%%

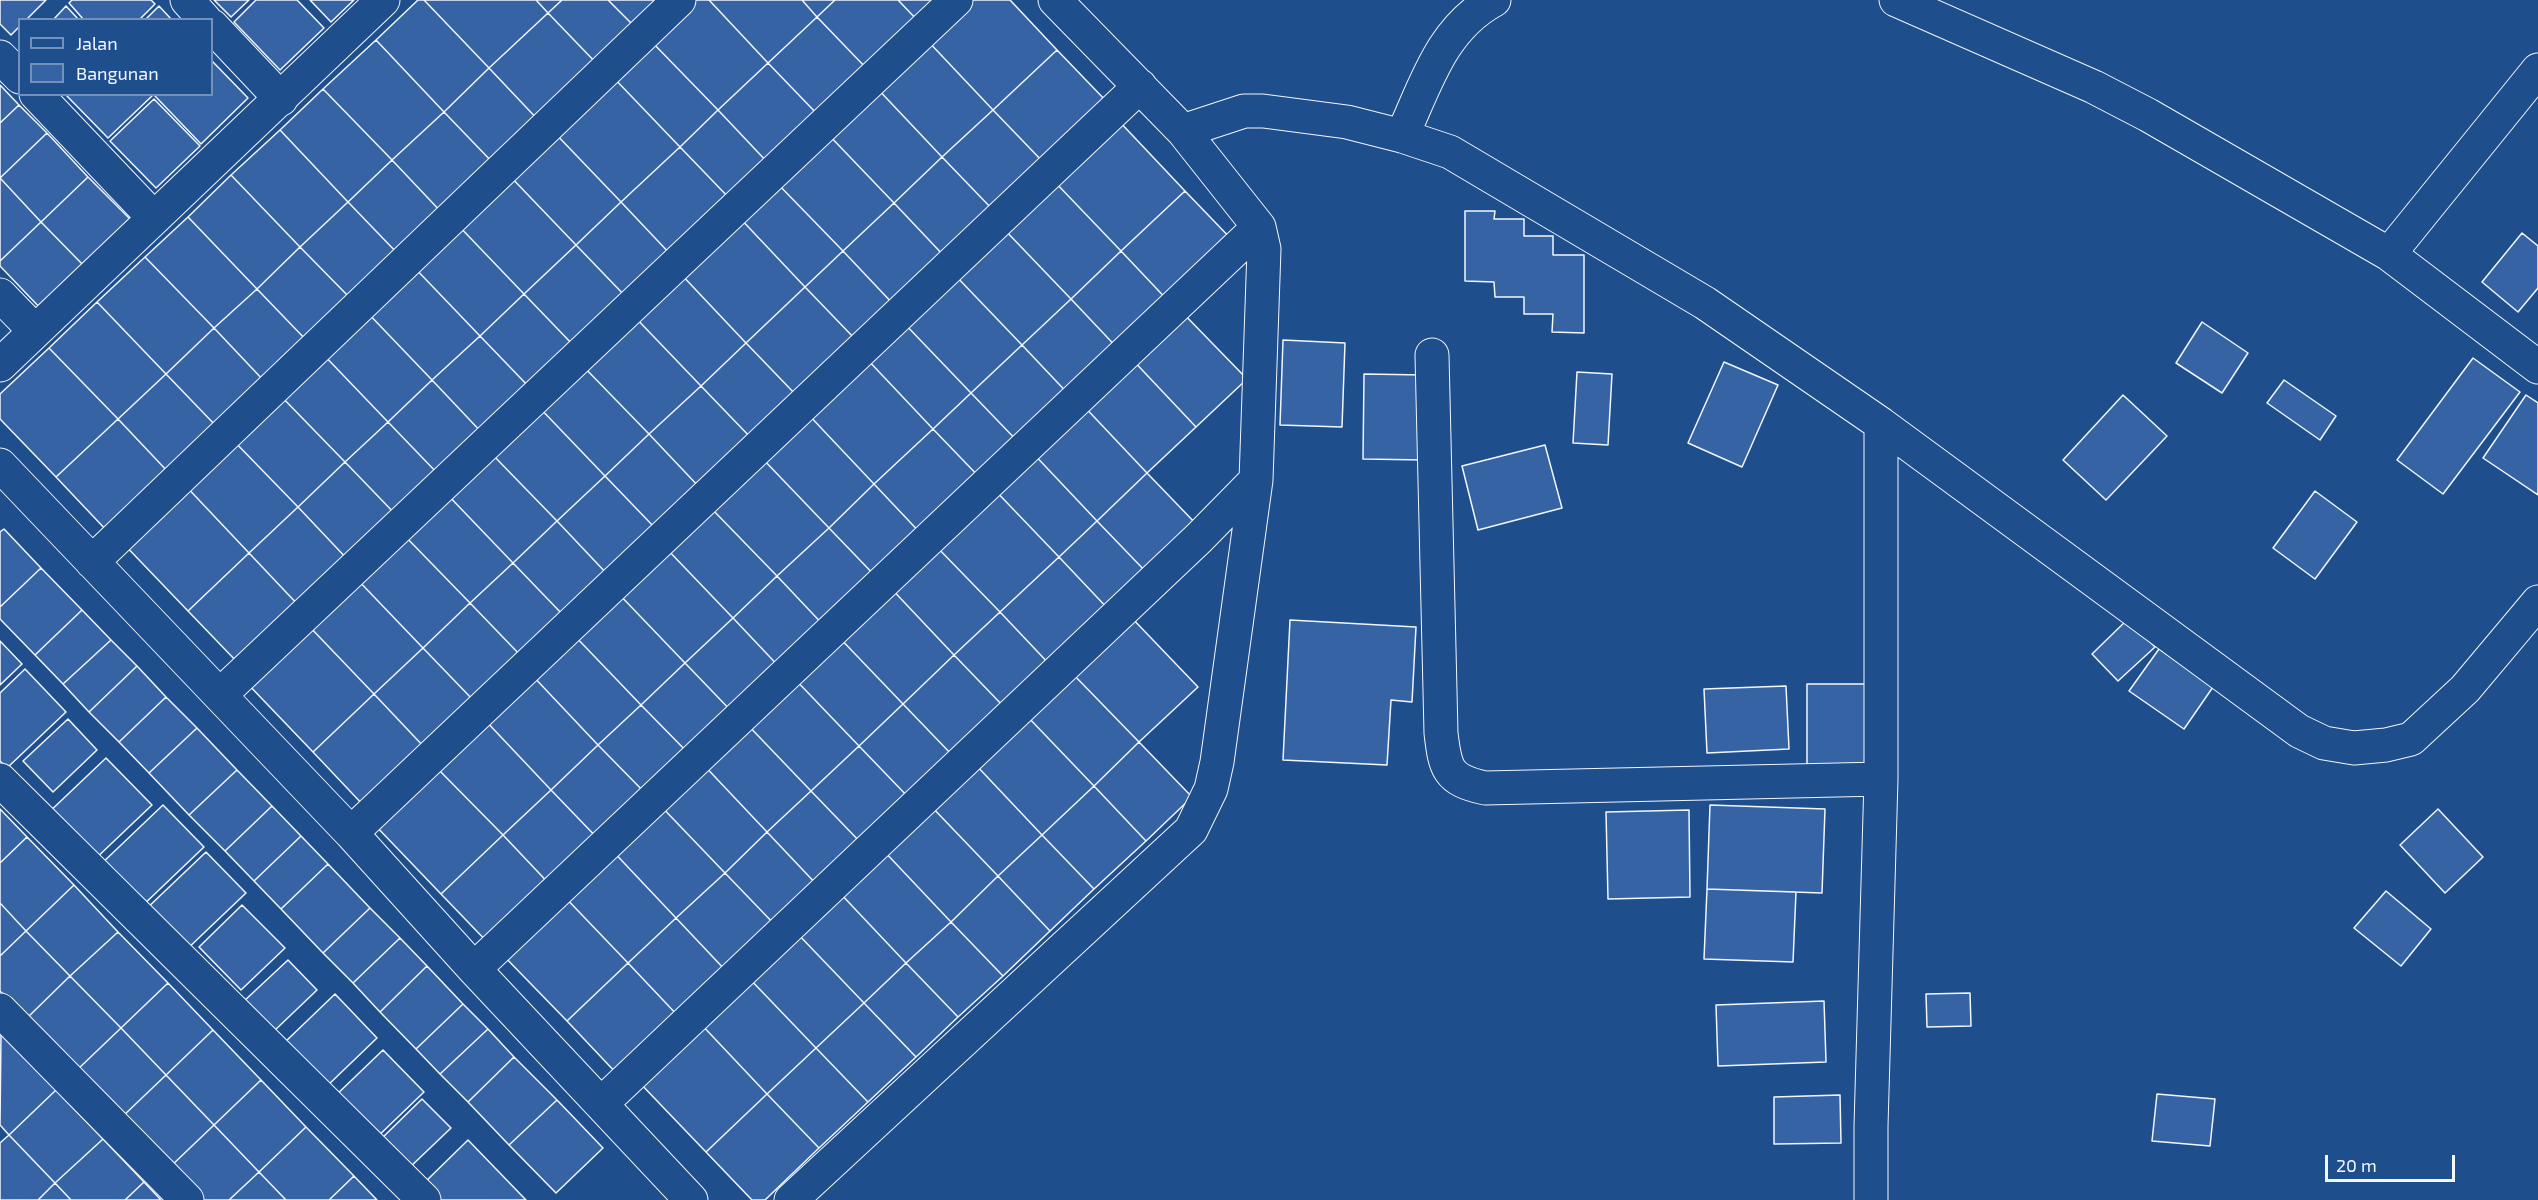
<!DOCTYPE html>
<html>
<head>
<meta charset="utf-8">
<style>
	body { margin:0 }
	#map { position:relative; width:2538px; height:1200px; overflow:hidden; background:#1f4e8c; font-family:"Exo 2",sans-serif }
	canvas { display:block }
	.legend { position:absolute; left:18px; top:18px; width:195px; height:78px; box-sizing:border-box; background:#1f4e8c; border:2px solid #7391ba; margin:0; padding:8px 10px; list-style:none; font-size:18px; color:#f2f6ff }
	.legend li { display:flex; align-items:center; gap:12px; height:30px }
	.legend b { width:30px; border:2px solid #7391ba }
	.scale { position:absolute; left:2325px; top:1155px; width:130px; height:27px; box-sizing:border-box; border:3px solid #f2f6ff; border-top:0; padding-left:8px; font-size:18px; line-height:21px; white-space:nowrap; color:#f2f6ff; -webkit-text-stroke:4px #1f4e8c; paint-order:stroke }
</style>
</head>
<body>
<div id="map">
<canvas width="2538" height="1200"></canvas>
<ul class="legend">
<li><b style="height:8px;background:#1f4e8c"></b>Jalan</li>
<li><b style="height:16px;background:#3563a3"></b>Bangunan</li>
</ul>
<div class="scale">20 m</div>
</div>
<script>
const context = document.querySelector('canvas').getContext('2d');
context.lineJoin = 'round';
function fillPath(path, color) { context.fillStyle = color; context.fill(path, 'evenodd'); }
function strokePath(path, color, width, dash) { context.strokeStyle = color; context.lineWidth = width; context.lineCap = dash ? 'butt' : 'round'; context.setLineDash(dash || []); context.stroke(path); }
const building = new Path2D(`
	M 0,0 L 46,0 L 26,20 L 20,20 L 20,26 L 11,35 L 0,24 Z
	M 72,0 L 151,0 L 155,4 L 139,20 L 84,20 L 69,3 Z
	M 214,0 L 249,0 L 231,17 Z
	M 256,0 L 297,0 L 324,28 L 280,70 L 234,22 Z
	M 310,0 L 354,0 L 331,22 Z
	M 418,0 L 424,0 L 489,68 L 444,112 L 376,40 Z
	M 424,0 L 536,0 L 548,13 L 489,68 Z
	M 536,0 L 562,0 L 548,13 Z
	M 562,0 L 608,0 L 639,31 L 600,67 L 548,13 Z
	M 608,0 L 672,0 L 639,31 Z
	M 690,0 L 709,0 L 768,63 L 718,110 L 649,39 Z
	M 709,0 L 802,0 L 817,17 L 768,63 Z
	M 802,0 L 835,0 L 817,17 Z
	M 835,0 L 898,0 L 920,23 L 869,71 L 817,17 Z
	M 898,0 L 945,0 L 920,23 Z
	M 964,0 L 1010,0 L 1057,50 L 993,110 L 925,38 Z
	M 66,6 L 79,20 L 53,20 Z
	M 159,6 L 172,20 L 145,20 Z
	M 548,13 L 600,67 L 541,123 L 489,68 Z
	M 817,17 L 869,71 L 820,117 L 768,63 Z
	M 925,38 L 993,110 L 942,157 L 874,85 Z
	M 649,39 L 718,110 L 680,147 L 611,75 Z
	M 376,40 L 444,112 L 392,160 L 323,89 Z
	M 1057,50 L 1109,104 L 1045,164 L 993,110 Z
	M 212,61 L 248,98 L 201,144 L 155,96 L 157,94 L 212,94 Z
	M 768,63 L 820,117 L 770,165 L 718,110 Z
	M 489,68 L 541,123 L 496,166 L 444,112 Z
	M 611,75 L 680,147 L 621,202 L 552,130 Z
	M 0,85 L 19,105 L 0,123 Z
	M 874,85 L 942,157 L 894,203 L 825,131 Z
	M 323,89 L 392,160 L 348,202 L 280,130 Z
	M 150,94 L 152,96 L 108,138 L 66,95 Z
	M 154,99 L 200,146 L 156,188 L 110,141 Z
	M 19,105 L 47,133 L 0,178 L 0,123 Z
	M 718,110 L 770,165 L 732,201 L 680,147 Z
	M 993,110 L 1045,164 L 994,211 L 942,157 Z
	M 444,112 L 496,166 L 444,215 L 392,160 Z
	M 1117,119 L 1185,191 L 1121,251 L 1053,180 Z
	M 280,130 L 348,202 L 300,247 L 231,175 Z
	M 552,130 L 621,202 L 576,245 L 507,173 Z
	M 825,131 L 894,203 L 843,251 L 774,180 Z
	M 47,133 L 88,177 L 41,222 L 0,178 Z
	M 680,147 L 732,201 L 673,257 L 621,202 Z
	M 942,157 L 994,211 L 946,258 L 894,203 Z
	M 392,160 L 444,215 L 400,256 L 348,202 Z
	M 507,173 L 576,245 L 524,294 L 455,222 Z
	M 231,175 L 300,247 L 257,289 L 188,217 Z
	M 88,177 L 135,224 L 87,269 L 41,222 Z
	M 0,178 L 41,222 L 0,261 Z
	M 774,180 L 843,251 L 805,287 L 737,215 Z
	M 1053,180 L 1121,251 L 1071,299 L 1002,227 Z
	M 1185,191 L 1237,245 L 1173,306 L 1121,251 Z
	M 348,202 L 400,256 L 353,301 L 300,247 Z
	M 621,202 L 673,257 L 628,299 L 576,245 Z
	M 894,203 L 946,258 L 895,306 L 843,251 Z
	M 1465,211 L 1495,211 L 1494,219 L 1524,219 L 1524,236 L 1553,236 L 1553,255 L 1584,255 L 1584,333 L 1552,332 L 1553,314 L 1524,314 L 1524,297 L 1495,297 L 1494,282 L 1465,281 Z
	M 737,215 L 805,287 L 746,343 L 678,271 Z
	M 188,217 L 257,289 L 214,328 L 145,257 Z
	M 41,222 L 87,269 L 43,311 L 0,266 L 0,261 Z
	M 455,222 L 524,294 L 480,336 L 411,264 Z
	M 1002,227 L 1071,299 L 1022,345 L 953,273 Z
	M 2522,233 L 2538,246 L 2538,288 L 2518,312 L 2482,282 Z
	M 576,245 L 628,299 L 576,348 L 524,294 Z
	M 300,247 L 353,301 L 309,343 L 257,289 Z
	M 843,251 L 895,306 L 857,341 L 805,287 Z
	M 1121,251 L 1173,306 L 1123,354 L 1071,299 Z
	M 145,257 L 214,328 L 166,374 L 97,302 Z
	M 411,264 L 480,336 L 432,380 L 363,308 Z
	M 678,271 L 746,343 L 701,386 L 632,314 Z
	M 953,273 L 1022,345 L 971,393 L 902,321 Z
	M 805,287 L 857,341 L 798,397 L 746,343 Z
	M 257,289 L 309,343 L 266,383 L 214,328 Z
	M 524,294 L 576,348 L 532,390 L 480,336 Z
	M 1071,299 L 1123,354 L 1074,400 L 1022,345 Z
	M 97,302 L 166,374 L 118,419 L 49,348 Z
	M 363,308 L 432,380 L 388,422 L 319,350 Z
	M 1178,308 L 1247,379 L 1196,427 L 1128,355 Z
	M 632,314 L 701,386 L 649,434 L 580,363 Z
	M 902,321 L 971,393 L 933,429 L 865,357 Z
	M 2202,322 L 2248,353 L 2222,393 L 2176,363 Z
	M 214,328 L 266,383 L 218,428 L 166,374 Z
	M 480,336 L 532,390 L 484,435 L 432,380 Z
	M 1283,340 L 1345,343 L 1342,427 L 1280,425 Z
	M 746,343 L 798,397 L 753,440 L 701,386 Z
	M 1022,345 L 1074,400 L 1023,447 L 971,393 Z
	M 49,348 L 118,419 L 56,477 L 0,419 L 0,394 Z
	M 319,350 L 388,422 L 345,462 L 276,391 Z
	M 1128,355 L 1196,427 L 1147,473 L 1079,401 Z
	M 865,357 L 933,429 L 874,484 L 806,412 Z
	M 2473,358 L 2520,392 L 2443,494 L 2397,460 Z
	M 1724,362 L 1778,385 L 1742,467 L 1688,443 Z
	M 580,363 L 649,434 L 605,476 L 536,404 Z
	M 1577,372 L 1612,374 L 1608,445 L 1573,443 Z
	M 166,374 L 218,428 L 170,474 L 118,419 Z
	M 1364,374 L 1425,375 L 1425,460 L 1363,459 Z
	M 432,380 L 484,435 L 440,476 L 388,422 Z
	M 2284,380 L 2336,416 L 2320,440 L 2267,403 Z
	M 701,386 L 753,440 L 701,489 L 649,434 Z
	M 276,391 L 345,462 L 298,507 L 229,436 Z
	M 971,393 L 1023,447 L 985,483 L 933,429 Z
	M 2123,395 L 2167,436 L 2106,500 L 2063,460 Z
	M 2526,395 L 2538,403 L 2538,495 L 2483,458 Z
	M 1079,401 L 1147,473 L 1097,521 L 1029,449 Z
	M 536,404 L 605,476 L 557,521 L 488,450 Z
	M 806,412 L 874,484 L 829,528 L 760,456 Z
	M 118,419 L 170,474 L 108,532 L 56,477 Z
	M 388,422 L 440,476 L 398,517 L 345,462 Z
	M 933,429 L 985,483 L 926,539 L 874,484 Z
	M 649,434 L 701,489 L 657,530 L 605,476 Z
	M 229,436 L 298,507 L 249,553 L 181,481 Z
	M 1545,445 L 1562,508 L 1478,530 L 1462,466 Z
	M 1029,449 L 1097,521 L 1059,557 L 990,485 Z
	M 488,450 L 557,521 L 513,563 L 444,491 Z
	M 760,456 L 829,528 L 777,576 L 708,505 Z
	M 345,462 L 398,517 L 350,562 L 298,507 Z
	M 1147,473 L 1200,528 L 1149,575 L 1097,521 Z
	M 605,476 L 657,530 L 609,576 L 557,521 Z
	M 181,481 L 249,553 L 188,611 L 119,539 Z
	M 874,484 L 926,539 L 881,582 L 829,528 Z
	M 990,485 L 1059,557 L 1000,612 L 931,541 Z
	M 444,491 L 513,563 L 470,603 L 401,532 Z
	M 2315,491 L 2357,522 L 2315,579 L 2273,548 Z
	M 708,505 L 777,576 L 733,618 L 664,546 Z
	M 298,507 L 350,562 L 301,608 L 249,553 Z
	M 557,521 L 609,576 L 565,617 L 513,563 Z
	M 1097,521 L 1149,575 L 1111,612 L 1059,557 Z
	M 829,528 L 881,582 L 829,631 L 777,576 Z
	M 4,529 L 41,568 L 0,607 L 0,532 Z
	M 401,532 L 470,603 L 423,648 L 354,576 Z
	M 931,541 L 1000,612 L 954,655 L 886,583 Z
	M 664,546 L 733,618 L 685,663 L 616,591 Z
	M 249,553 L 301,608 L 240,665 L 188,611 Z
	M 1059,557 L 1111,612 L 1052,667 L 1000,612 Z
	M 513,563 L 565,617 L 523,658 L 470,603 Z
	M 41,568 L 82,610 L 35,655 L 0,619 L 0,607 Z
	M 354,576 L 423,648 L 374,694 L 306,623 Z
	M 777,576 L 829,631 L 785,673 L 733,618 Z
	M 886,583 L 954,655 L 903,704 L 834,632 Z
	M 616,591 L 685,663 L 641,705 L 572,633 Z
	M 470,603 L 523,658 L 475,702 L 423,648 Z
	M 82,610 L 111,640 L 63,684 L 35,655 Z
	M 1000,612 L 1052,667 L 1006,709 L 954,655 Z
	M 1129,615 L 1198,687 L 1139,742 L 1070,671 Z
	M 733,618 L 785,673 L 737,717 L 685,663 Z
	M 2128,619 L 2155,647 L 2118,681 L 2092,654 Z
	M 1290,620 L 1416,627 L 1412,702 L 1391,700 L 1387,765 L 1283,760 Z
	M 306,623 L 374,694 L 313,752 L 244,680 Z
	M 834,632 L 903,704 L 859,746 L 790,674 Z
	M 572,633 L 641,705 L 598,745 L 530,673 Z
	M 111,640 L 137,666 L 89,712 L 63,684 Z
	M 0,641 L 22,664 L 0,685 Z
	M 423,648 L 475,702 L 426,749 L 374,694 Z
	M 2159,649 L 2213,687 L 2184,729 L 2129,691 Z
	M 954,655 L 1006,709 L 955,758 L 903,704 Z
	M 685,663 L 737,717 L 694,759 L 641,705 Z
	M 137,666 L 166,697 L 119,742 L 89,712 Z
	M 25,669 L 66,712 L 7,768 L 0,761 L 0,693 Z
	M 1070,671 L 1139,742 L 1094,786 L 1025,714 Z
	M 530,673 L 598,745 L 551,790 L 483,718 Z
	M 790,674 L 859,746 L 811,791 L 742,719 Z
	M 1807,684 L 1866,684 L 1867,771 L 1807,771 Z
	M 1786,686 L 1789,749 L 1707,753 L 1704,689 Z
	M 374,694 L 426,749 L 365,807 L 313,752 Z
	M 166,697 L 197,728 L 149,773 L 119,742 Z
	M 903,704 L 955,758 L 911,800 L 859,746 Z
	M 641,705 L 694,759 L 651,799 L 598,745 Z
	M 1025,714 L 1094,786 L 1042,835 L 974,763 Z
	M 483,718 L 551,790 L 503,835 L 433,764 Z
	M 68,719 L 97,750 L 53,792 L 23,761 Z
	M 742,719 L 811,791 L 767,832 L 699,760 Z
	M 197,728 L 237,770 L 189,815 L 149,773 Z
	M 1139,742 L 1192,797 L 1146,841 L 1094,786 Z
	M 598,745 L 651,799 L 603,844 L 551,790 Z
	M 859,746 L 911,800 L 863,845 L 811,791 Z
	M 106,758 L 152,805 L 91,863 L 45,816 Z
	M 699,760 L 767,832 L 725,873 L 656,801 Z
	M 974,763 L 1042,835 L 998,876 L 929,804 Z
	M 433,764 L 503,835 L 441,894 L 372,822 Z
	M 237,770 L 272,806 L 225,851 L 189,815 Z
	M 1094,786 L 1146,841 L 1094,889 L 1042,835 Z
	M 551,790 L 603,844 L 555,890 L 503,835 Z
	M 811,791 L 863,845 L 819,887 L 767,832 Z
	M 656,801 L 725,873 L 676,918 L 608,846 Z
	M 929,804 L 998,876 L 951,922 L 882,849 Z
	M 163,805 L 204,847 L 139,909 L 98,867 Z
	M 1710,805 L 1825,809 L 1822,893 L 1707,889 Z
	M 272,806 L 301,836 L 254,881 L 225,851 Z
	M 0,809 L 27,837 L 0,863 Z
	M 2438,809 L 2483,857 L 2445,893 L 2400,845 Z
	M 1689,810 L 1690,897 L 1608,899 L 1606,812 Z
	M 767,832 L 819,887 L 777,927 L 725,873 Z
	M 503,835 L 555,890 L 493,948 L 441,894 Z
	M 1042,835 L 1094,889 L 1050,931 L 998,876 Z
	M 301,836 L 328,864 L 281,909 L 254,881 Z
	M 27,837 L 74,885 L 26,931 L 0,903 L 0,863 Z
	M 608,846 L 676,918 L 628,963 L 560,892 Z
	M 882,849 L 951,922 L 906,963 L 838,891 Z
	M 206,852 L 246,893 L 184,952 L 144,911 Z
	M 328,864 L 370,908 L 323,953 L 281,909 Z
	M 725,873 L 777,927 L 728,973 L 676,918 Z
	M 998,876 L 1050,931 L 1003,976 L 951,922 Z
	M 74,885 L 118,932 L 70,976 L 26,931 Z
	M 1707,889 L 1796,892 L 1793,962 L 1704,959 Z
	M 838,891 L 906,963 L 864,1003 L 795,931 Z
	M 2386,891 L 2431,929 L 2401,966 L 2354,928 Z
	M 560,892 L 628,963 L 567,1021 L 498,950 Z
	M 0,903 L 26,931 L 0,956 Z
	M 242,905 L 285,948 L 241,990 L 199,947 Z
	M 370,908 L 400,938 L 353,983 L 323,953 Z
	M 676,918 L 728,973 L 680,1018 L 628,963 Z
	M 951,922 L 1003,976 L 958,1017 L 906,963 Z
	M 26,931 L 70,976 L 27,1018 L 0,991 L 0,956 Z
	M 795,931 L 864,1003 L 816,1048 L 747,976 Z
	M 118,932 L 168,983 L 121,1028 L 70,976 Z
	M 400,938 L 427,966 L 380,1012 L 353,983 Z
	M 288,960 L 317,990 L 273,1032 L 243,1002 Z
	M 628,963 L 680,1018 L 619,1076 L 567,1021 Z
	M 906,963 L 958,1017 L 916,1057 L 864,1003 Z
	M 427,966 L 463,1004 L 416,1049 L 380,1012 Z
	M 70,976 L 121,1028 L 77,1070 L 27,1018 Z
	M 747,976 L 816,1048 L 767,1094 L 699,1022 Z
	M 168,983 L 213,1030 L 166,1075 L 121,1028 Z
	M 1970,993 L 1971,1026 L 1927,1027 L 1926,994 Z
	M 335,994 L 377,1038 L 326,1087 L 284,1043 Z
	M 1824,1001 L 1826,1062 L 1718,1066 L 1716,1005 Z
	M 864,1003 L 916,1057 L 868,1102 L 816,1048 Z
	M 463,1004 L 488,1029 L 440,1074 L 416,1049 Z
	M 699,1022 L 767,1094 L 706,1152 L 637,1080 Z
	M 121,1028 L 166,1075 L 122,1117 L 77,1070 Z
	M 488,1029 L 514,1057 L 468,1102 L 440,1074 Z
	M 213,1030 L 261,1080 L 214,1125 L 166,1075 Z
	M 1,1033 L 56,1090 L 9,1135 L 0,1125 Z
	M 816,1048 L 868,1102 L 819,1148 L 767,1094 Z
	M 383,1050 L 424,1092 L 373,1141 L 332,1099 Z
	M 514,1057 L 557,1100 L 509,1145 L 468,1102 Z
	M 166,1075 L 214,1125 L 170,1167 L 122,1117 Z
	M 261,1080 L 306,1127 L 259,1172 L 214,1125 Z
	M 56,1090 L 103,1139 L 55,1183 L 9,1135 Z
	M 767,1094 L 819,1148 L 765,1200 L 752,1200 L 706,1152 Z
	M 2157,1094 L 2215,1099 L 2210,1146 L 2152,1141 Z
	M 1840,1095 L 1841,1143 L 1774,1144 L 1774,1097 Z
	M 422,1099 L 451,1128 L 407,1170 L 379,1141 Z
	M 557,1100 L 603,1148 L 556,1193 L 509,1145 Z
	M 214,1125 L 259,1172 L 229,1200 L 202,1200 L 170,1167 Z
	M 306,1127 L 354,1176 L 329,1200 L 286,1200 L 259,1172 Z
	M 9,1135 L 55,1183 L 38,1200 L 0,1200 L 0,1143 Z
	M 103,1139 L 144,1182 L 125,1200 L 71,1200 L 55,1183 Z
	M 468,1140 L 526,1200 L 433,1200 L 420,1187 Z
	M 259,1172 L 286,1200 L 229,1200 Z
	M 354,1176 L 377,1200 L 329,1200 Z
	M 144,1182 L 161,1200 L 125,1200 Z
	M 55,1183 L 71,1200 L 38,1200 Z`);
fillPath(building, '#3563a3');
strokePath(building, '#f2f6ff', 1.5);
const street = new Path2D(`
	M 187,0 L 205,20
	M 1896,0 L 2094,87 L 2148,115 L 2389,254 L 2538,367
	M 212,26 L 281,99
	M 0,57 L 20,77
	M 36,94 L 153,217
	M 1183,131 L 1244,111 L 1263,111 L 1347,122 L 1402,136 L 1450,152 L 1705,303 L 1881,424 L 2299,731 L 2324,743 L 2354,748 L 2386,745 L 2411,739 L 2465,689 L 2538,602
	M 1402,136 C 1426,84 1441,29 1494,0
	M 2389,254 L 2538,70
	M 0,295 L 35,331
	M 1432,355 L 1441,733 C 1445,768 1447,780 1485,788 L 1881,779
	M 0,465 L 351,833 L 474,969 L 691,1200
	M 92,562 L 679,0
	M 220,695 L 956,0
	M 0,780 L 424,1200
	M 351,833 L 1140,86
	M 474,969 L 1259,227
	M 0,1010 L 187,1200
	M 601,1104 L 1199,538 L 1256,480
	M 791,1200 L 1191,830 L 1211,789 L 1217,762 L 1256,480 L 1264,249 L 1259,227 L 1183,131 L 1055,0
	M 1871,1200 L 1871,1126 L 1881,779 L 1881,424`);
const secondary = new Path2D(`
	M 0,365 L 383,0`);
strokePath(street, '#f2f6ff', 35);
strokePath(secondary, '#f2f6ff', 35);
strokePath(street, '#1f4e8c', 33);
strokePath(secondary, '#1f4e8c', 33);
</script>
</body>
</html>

%%

Task directions: Check the listing for the word "display". Show each line that has it.

Response:
	canvas { display:block }
	.legend li { display:flex; align-items:center; gap:12px; height:30px }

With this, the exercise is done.